Where would this be on a range? ($0$ to $100\%$) Algebra

Question

Ok, we have two expressions:

$30x + 1500$
$19x + 9000$

The first thing to note is, the first expression is $100\%$ and the second expression is $0\%$.

The second thing is to note in all of this is, $x$ is infinite in these expressions.

Ok, my main question is where would $23x + 15590$ go in the range as a percent? and how do you prove this? I don't know how but I'll accept any answer that makes sense. Bearing in mind $x$ is infinite, how?

Thank you though, I look forward to your answers.
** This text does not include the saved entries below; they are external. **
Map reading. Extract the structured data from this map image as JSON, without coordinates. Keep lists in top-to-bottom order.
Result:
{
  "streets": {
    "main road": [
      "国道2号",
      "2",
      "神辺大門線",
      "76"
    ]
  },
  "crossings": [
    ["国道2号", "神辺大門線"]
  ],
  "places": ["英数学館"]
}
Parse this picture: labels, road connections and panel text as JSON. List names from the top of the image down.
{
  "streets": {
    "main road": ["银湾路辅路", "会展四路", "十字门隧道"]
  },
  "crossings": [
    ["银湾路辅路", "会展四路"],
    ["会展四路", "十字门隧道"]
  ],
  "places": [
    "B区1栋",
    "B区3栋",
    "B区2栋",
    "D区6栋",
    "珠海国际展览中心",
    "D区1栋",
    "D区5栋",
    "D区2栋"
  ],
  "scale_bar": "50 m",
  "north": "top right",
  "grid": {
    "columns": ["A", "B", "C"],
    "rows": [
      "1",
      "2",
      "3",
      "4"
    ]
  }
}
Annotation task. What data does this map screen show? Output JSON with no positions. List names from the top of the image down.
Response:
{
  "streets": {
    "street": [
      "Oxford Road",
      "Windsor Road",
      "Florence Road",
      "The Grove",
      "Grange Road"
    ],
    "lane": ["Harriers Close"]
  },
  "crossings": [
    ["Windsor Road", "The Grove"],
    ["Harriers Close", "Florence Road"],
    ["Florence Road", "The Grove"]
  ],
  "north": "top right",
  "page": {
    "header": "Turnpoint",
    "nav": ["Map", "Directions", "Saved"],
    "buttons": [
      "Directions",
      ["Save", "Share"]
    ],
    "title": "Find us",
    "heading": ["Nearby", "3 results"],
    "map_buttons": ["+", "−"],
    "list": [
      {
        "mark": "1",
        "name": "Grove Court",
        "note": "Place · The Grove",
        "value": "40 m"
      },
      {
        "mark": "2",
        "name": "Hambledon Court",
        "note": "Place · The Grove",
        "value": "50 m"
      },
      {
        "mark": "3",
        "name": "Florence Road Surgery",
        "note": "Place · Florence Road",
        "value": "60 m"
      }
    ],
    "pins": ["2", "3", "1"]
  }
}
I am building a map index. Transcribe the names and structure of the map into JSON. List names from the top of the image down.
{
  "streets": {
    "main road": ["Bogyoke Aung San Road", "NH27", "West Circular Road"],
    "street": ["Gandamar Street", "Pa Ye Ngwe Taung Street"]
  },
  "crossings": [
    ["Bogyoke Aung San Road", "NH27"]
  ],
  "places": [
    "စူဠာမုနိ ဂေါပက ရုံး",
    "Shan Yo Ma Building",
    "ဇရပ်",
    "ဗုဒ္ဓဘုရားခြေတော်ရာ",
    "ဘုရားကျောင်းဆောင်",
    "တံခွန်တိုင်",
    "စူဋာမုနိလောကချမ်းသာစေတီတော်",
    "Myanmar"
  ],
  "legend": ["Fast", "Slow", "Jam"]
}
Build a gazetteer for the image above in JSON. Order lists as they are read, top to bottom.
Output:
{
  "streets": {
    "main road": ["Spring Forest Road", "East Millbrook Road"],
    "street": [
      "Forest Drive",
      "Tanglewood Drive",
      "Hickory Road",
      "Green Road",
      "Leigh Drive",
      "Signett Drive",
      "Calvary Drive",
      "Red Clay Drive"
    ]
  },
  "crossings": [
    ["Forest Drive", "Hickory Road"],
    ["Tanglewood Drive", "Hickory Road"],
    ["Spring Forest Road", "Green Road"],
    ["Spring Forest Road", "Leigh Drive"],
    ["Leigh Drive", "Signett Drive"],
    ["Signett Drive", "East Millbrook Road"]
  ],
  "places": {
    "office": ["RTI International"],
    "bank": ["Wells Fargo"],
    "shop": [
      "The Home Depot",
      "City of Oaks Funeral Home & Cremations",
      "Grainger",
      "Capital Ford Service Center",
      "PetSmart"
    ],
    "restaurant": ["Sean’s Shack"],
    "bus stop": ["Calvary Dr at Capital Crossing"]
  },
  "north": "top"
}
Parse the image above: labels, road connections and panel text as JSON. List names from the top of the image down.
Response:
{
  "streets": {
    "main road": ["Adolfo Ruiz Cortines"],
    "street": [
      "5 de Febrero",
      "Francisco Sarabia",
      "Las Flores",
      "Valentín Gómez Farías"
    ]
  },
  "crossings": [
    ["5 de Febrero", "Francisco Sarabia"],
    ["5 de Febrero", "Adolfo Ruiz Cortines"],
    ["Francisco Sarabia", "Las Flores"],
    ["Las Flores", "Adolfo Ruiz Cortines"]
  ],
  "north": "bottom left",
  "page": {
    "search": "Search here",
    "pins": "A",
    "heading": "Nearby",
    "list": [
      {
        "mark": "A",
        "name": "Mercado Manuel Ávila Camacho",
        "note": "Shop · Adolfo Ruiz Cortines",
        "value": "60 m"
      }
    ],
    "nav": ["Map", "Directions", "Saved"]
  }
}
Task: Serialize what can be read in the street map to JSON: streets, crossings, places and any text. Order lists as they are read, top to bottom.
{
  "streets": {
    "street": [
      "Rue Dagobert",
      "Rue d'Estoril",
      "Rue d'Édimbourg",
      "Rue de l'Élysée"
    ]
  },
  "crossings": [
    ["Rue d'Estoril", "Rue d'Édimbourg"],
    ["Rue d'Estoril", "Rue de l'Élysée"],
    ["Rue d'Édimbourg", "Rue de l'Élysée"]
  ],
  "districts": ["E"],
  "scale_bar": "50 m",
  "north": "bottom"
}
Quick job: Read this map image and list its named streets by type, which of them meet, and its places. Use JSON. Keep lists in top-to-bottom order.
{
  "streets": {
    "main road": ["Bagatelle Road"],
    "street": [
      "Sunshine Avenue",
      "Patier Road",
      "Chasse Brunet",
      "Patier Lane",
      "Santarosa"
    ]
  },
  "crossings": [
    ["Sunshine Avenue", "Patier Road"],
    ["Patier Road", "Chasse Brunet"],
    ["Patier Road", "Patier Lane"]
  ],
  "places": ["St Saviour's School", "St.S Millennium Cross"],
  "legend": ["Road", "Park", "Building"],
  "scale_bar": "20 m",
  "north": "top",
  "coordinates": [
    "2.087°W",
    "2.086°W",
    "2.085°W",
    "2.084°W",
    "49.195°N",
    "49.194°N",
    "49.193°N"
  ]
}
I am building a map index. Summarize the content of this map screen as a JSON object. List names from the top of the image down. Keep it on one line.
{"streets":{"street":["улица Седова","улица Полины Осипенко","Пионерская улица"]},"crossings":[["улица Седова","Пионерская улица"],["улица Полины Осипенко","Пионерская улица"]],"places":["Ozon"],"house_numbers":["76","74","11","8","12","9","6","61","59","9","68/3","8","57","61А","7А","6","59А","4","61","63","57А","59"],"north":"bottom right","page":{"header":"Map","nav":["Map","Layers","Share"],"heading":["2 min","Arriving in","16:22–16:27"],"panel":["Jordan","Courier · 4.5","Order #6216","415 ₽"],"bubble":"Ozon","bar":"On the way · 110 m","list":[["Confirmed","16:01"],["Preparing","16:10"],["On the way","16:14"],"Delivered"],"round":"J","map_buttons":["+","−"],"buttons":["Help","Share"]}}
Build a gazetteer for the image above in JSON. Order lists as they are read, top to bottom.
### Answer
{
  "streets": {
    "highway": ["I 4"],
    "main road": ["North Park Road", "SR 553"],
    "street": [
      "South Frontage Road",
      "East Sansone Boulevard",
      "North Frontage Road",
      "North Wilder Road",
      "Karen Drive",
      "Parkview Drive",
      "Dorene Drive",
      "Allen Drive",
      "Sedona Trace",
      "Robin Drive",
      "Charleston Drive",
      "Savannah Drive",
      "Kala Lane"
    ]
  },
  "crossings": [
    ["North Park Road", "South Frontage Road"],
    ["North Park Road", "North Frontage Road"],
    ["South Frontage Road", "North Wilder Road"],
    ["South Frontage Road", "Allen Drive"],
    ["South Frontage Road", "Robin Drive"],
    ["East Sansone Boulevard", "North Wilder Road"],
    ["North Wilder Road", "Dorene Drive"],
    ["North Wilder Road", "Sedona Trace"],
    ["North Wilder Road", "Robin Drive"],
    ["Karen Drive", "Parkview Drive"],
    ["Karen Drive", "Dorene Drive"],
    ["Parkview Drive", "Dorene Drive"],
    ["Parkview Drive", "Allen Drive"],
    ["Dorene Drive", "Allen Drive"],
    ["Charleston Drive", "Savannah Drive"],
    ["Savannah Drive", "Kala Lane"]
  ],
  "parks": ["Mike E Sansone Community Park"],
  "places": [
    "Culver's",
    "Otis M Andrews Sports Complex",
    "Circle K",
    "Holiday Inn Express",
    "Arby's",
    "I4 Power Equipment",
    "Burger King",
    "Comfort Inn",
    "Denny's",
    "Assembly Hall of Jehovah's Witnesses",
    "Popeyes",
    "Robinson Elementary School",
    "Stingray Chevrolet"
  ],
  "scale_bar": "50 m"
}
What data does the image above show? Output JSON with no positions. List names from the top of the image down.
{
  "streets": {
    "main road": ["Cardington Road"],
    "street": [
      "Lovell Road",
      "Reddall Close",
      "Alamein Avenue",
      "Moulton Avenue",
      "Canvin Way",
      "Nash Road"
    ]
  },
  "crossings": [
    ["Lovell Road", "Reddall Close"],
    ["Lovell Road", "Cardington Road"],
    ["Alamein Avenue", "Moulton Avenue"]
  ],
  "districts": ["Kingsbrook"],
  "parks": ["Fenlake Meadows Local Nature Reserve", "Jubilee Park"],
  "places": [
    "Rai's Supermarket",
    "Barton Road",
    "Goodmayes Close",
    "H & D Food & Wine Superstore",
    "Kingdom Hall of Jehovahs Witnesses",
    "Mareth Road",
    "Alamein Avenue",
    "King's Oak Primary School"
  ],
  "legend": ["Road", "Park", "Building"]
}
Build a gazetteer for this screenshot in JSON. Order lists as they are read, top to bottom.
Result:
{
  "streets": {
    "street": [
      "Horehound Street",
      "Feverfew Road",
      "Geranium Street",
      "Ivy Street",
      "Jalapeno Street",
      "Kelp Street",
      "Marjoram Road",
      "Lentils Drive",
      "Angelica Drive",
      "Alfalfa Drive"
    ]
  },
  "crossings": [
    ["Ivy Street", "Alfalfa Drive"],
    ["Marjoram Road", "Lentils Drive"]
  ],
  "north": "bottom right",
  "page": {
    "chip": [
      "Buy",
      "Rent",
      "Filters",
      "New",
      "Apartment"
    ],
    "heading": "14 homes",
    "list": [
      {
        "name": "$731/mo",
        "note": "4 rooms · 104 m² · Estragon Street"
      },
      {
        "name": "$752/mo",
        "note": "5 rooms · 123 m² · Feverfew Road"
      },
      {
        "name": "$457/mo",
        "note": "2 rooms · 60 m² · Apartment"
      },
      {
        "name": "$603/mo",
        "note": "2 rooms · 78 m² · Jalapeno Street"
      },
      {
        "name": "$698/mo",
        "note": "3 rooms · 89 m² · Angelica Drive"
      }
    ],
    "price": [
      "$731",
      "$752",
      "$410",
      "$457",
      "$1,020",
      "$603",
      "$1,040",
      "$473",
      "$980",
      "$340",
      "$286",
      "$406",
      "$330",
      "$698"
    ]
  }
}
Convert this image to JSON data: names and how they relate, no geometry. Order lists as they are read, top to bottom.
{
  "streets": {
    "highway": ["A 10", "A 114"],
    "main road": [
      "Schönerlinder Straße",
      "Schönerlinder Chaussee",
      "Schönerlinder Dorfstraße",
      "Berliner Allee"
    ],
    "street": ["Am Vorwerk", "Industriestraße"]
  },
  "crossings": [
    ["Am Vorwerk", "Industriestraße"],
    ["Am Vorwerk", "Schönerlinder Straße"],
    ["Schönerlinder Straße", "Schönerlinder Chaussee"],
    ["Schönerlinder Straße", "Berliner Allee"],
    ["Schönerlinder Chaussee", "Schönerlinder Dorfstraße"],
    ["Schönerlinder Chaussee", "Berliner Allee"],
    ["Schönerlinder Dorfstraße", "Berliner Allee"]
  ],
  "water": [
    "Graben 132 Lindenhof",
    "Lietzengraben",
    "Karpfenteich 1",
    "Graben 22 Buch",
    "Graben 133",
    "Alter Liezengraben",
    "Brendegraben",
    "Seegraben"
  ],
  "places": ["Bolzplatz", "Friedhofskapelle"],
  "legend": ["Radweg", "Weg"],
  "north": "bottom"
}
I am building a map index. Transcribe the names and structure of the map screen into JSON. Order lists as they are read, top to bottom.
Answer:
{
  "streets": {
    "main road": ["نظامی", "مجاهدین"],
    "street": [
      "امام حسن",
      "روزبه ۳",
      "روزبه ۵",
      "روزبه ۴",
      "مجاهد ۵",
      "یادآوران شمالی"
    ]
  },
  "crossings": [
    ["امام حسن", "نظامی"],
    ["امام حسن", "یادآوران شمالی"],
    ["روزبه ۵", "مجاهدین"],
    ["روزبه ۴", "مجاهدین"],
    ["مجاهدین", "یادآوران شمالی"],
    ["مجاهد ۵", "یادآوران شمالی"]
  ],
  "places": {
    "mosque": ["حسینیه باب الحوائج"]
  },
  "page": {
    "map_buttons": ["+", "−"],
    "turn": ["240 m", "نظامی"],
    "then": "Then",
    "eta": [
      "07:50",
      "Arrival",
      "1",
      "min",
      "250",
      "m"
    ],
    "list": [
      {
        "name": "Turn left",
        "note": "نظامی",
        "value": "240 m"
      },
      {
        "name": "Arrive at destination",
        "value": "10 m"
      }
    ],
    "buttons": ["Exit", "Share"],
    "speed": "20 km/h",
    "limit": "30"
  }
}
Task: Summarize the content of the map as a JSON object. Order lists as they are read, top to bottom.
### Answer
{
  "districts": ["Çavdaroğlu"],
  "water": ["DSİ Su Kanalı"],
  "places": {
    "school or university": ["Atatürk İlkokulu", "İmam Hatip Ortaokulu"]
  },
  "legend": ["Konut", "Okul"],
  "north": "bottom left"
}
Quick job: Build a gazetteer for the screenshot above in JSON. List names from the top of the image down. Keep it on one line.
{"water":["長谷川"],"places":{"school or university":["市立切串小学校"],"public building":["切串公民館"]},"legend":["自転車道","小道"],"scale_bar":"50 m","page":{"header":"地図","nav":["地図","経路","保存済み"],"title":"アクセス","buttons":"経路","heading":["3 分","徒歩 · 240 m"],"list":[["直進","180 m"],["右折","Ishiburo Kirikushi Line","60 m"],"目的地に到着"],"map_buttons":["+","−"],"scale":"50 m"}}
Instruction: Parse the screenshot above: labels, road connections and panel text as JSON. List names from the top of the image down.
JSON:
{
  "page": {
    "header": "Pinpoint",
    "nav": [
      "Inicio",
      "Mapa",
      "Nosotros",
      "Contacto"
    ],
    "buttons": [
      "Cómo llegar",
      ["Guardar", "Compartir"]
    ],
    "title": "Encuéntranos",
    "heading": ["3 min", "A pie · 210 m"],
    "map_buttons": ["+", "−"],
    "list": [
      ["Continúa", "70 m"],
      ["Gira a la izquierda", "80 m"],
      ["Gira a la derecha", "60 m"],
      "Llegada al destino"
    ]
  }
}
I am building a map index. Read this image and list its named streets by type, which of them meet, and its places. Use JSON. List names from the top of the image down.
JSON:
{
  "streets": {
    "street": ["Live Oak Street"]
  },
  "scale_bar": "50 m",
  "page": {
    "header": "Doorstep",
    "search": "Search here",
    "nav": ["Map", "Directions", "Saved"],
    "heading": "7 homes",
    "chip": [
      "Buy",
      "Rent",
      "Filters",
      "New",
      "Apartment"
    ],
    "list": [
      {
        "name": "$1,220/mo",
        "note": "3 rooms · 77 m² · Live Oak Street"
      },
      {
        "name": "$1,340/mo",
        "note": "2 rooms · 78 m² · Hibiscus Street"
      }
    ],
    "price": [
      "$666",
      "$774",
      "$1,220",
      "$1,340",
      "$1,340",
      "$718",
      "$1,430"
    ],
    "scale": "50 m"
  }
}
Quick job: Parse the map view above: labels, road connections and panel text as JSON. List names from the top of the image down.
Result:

EDIT: Hello guys, I apologize if that didn't make any sense. I meant in terms of this: link

Answer 1

I guess you mean three values linearly dependent on $x$, say $f(x), g(x), h(x),$ the third one falling between the former two for $x$ big enough; and you are asking about an asymptotic value of the proportion $$\frac{h-f}{g-f}$$ as $x$ grows to infinity.

That is $$\begin{align} \lim_{x\to\infty}\frac{(23x+15590)-(19x+9000)}{(30x+1500)-(19x+9000)} & = \lim_{x\to\infty}\frac{4x+6590}{11x-7500} \\ & = \lim_{x\to\infty}\frac{4+6590/x}{11-7500/x} \\ & = \frac{4+0}{11-0} \\ & = \frac 4{11} \\ & \approx 0,363636 \\ & \approx 36.4\% \end{align}$$

For example, here are some values of the fraction defined above:
for $x=10^3\ \,$ it is $\approx 3.025714286$,
for $x=10^4\ \,$ it is $\approx 0.454536586$,
for $x=10^8\ \,$ it is $\approx 0.363644834$ and
for $x=10^{10}$ it is $\approx 0.363636448$.

But please note that the limit value as $x$ grows to infinity is not the same as a 'proportion of infinite values'! The former exists and can be calculated, the latter simply does not exist, is undefined.

Answer 2

Your objects are algebraic expressions. Among the possible interpretations are linear functions and straight lines in the plane. Interpreting them as linear functions would look like this: $$ f(x) = 30x + 1500 \\ g(x) = 19x + 9000 \\ h(x) = 23x + 15590 $$

The only thing that makes remotely sense to me is that you have some interpolation problem. $$ \phi(1) = f \\ \phi(0) = g \\ \phi(\lambda) = h $$ where $\phi$ is a map that maps a parameter $\lambda$ to some linear function. E.g. $$ \phi(\lambda) = \lambda f + (1-\lambda) g $$ would be such an interpolation. Alas your $h$ is probably not within the reachable functions of the above $\phi$.

Let us check it: $$ \phi(\lambda) = \lambda(30x + 1500) + (1-\lambda)(19x +9000) \\ = (11 \lambda + 19) x + (9000 - 7500 \lambda) $$ comparison with $h$ gives the conditions $$ 11 \lambda + 19 = 23 \\ 9000 - 7500 \lambda = 15590 $$ or $$ \lambda = 4/11 > 0 \\ \lambda = -6590/7500 < 0 $$ so there is no $\lambda \in \mathbb{R}$ which would result in $\phi(\lambda) = h$.